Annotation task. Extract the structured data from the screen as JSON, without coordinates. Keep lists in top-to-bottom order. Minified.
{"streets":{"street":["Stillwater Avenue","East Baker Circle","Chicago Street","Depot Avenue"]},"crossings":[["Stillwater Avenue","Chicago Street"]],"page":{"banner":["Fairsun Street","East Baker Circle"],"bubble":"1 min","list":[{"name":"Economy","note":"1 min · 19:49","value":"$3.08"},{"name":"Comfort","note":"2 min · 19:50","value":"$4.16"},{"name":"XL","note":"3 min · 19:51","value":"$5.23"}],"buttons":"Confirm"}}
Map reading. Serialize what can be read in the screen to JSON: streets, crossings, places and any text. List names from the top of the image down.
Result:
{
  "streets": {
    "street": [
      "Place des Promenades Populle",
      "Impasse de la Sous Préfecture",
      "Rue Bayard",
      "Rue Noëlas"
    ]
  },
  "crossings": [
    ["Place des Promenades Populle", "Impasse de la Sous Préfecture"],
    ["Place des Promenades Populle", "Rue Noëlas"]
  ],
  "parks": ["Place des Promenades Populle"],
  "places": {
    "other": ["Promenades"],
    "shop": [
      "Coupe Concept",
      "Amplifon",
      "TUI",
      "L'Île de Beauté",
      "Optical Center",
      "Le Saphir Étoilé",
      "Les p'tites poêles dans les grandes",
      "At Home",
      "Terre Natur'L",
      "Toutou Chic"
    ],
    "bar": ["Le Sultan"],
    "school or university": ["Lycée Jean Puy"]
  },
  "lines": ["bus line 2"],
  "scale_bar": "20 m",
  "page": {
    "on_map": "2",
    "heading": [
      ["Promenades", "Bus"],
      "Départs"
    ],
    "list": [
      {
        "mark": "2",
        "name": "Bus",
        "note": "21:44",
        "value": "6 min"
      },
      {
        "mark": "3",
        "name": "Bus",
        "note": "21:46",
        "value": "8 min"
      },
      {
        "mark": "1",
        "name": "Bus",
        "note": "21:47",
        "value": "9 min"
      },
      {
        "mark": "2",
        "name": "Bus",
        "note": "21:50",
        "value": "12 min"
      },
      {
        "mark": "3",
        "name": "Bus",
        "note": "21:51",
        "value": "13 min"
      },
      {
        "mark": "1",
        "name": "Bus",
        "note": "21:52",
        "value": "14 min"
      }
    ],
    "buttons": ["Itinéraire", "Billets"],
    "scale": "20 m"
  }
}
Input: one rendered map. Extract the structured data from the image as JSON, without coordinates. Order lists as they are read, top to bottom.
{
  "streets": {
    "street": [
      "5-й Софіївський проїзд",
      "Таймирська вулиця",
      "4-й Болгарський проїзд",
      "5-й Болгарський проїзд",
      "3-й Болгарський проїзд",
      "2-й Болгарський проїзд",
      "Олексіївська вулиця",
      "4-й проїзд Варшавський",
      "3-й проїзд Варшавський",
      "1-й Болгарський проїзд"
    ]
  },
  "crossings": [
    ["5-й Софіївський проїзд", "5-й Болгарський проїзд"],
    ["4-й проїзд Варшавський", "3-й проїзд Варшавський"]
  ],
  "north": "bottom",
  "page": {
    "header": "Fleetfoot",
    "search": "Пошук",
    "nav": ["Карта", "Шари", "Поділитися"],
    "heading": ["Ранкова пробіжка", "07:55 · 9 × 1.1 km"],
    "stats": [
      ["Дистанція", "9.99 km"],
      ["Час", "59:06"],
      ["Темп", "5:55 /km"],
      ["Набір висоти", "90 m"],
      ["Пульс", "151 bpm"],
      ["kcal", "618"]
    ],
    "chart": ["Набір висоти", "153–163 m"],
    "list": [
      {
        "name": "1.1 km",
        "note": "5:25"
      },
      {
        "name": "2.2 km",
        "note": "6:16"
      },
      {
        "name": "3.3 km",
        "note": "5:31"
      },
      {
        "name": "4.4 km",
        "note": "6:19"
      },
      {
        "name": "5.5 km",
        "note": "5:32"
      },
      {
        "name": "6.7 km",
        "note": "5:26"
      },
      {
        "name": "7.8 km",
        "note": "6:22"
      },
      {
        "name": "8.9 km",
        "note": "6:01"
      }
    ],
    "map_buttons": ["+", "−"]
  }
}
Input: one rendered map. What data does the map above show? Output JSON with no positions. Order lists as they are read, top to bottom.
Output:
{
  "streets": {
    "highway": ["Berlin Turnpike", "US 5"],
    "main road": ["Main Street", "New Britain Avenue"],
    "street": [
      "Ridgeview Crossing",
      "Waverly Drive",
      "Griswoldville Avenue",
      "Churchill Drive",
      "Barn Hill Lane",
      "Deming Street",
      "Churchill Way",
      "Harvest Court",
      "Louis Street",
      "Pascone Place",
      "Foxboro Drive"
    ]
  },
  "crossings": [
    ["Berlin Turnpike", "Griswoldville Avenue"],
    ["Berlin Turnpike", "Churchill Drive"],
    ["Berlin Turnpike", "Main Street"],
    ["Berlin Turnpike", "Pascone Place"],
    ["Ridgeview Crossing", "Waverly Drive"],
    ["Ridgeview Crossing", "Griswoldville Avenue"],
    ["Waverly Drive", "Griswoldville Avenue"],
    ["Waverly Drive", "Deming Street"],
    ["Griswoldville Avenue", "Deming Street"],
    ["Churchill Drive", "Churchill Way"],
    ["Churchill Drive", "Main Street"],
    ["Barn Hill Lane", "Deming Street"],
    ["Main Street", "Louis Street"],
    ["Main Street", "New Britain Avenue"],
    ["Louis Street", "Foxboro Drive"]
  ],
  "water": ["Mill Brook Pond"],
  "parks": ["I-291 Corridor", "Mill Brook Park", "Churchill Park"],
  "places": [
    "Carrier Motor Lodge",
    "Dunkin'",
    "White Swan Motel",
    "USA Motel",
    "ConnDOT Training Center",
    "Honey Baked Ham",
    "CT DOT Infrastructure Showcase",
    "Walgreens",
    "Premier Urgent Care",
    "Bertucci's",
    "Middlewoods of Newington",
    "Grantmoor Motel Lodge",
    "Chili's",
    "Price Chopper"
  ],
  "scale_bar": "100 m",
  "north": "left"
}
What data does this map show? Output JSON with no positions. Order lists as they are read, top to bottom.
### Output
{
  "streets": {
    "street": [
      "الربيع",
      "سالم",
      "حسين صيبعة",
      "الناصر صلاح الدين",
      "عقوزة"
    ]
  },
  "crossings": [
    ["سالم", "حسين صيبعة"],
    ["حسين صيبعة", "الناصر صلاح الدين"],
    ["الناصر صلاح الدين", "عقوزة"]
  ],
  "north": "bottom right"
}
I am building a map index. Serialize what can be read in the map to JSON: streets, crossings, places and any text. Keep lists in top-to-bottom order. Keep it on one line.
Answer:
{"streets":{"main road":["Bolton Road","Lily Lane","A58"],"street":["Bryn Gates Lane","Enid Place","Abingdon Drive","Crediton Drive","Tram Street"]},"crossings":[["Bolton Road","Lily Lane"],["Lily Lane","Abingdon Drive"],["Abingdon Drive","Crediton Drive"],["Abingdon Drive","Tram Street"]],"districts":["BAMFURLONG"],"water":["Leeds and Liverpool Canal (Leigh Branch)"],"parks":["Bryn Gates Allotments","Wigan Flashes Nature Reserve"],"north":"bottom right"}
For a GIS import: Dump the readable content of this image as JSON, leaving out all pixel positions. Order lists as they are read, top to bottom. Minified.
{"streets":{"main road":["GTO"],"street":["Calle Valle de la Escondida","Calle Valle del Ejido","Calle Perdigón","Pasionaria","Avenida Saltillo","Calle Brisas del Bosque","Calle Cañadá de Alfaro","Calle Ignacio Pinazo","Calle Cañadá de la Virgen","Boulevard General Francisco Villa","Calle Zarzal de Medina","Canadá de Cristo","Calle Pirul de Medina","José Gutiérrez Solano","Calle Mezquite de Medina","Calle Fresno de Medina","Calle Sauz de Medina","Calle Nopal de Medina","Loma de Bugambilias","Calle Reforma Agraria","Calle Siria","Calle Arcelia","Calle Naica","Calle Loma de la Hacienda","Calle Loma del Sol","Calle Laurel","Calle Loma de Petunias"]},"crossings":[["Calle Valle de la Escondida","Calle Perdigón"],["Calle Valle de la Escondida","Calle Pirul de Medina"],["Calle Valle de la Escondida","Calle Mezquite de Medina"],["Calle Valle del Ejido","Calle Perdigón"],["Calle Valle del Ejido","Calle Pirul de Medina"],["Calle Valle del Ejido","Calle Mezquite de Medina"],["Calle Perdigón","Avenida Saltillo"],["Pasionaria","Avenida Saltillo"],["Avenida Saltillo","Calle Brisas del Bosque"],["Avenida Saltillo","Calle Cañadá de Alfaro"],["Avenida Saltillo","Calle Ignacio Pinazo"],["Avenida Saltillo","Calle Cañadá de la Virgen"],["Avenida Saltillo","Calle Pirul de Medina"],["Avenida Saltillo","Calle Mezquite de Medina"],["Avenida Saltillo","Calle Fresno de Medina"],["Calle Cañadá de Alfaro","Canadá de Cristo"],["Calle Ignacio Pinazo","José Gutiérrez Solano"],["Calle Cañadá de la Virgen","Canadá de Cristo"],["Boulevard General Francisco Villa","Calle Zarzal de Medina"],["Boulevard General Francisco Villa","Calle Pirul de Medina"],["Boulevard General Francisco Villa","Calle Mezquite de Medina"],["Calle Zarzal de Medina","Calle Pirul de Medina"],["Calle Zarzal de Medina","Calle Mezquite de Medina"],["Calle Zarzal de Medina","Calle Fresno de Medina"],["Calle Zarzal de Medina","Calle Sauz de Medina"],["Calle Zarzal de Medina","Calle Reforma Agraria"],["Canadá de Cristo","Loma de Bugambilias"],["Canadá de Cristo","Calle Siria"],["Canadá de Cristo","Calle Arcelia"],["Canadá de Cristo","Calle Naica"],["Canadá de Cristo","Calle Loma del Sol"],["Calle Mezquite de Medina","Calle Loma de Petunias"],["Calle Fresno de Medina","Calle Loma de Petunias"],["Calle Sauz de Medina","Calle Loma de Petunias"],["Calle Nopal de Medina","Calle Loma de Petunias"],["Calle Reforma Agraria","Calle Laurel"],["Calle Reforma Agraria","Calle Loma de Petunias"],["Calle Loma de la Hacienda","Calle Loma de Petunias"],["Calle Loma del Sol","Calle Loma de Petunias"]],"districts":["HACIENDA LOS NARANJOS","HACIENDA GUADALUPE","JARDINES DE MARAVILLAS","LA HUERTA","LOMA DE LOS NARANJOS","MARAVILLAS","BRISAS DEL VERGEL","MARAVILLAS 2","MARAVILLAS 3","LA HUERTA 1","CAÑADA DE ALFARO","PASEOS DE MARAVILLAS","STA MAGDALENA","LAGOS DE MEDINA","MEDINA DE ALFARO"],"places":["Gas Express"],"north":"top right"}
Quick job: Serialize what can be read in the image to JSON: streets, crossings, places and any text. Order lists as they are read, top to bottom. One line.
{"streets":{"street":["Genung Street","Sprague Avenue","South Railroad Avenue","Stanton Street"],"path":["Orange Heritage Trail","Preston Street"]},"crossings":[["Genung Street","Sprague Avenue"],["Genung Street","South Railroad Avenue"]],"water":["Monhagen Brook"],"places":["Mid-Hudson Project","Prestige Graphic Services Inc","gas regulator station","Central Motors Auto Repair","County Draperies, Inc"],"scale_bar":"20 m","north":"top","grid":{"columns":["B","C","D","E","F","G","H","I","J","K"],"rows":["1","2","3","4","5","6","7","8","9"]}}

····················

**ACTION ITEM**
Please transcribe the records exactly from their first line through the line holding "Map reading. Serialize", and leave out all others.

**RESPONSE BELOW**
Annotation task. Extract the structured data from the screen as JSON, without coordinates. Keep lists in top-to-bottom order. Minified.
{"streets":{"street":["Stillwater Avenue","East Baker Circle","Chicago Street","Depot Avenue"]},"crossings":[["Stillwater Avenue","Chicago Street"]],"page":{"banner":["Fairsun Street","East Baker Circle"],"bubble":"1 min","list":[{"name":"Economy","note":"1 min · 19:49","value":"$3.08"},{"name":"Comfort","note":"2 min · 19:50","value":"$4.16"},{"name":"XL","note":"3 min · 19:51","value":"$5.23"}],"buttons":"Confirm"}}
Map reading. Serialize what can be read in the screen to JSON: streets, crossings, places and any text. List names from the top of the image down.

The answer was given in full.